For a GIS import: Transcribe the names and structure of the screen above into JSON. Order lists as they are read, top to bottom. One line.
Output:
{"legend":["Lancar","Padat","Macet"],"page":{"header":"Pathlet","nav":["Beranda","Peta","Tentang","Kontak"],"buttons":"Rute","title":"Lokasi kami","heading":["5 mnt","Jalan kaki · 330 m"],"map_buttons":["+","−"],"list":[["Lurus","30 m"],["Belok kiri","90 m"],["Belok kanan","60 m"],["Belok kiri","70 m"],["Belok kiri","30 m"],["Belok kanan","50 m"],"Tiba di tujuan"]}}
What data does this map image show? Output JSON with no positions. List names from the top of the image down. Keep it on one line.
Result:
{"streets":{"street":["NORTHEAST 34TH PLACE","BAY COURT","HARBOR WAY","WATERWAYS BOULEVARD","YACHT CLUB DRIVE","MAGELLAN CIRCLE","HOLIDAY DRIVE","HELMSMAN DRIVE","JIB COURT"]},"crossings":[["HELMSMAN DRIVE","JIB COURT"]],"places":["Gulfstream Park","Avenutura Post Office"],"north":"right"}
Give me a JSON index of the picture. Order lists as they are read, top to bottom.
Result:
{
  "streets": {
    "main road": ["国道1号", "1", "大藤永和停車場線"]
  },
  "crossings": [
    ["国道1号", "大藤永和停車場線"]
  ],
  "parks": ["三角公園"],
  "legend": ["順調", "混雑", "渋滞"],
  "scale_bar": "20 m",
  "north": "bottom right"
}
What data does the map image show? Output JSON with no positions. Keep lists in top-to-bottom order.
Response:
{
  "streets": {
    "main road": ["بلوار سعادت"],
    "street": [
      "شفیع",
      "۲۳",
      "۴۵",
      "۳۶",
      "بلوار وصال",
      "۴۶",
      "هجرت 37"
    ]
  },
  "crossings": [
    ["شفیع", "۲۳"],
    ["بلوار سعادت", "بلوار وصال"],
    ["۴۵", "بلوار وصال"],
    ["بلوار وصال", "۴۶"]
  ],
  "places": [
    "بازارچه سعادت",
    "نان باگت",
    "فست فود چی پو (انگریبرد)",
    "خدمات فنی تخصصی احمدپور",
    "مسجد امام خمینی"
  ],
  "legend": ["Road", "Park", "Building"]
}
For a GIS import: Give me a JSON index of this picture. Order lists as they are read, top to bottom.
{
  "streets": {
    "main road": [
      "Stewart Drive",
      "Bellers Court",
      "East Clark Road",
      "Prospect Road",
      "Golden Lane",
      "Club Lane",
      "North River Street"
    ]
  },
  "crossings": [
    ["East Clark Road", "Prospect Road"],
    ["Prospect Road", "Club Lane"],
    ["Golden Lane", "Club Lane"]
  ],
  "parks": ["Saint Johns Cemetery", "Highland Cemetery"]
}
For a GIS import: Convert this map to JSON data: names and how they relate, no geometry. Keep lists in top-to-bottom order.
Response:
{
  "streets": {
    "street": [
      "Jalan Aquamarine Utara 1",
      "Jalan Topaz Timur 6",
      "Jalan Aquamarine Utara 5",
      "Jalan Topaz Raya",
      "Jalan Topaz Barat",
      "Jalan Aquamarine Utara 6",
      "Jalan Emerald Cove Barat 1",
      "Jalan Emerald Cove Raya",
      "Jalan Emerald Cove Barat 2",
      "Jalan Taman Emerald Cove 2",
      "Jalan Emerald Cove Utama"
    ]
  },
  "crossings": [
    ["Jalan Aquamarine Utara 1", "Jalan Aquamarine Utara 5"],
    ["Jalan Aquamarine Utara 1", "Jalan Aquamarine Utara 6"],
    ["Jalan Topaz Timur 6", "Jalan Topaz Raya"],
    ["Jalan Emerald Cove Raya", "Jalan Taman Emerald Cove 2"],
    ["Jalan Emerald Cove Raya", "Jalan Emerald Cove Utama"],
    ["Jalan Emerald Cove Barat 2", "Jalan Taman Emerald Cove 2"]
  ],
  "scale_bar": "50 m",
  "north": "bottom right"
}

» **EXERCISE**
The records given above are to be repeated in full, exactly.

» **SOLUTION BELOW**
For a GIS import: Transcribe the names and structure of the screen above into JSON. Order lists as they are read, top to bottom. One line.
Output:
{"legend":["Lancar","Padat","Macet"],"page":{"header":"Pathlet","nav":["Beranda","Peta","Tentang","Kontak"],"buttons":"Rute","title":"Lokasi kami","heading":["5 mnt","Jalan kaki · 330 m"],"map_buttons":["+","−"],"list":[["Lurus","30 m"],["Belok kiri","90 m"],["Belok kanan","60 m"],["Belok kiri","70 m"],["Belok kiri","30 m"],["Belok kanan","50 m"],"Tiba di tujuan"]}}
What data does this map image show? Output JSON with no positions. List names from the top of the image down. Keep it on one line.
Result:
{"streets":{"street":["NORTHEAST 34TH PLACE","BAY COURT","HARBOR WAY","WATERWAYS BOULEVARD","YACHT CLUB DRIVE","MAGELLAN CIRCLE","HOLIDAY DRIVE","HELMSMAN DRIVE","JIB COURT"]},"crossings":[["HELMSMAN DRIVE","JIB COURT"]],"places":["Gulfstream Park","Avenutura Post Office"],"north":"right"}
Give me a JSON index of the picture. Order lists as they are read, top to bottom.
Result:
{
  "streets": {
    "main road": ["国道1号", "1", "大藤永和停車場線"]
  },
  "crossings": [
    ["国道1号", "大藤永和停車場線"]
  ],
  "parks": ["三角公園"],
  "legend": ["順調", "混雑", "渋滞"],
  "scale_bar": "20 m",
  "north": "bottom right"
}
What data does the map image show? Output JSON with no positions. Keep lists in top-to-bottom order.
Response:
{
  "streets": {
    "main road": ["بلوار سعادت"],
    "street": [
      "شفیع",
      "۲۳",
      "۴۵",
      "۳۶",
      "بلوار وصال",
      "۴۶",
      "هجرت 37"
    ]
  },
  "crossings": [
    ["شفیع", "۲۳"],
    ["بلوار سعادت", "بلوار وصال"],
    ["۴۵", "بلوار وصال"],
    ["بلوار وصال", "۴۶"]
  ],
  "places": [
    "بازارچه سعادت",
    "نان باگت",
    "فست فود چی پو (انگریبرد)",
    "خدمات فنی تخصصی احمدپور",
    "مسجد امام خمینی"
  ],
  "legend": ["Road", "Park", "Building"]
}
For a GIS import: Give me a JSON index of this picture. Order lists as they are read, top to bottom.
{
  "streets": {
    "main road": [
      "Stewart Drive",
      "Bellers Court",
      "East Clark Road",
      "Prospect Road",
      "Golden Lane",
      "Club Lane",
      "North River Street"
    ]
  },
  "crossings": [
    ["East Clark Road", "Prospect Road"],
    ["Prospect Road", "Club Lane"],
    ["Golden Lane", "Club Lane"]
  ],
  "parks": ["Saint Johns Cemetery", "Highland Cemetery"]
}
For a GIS import: Convert this map to JSON data: names and how they relate, no geometry. Keep lists in top-to-bottom order.
Response:
{
  "streets": {
    "street": [
      "Jalan Aquamarine Utara 1",
      "Jalan Topaz Timur 6",
      "Jalan Aquamarine Utara 5",
      "Jalan Topaz Raya",
      "Jalan Topaz Barat",
      "Jalan Aquamarine Utara 6",
      "Jalan Emerald Cove Barat 1",
      "Jalan Emerald Cove Raya",
      "Jalan Emerald Cove Barat 2",
      "Jalan Taman Emerald Cove 2",
      "Jalan Emerald Cove Utama"
    ]
  },
  "crossings": [
    ["Jalan Aquamarine Utara 1", "Jalan Aquamarine Utara 5"],
    ["Jalan Aquamarine Utara 1", "Jalan Aquamarine Utara 6"],
    ["Jalan Topaz Timur 6", "Jalan Topaz Raya"],
    ["Jalan Emerald Cove Raya", "Jalan Taman Emerald Cove 2"],
    ["Jalan Emerald Cove Raya", "Jalan Emerald Cove Utama"],
    ["Jalan Emerald Cove Barat 2", "Jalan Taman Emerald Cove 2"]
  ],
  "scale_bar": "50 m",
  "north": "bottom right"
}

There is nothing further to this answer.